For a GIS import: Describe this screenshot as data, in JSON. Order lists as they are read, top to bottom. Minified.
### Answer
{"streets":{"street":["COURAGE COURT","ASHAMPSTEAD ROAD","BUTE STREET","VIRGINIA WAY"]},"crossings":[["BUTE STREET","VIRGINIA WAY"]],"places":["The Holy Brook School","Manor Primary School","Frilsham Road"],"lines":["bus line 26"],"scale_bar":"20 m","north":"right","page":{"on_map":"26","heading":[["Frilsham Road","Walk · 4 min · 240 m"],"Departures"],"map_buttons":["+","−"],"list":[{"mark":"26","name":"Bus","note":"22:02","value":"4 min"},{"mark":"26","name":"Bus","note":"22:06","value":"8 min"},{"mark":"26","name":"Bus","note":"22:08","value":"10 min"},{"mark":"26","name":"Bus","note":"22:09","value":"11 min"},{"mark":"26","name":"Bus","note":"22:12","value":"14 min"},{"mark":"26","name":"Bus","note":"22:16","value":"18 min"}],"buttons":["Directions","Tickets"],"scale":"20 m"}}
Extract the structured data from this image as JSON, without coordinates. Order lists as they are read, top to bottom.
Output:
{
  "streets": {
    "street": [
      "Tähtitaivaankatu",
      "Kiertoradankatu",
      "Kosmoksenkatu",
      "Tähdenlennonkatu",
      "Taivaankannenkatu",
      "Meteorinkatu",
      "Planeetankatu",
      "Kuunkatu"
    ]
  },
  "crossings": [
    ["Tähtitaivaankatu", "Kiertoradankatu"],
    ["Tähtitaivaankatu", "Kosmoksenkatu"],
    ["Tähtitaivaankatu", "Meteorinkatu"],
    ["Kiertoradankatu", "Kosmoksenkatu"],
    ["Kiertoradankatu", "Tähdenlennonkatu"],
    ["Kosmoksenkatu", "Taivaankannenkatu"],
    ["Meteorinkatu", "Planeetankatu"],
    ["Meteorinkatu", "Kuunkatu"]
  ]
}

WHAT TO PRODUCE ::
Find each line of the data above that holds the word "read", then copy it.

REPLY ::
For a GIS import: Describe this screenshot as data, in JSON. Order lists as they are read, top to bottom. Minified.
Extract the structured data from this image as JSON, without coordinates. Order lists as they are read, top to bottom.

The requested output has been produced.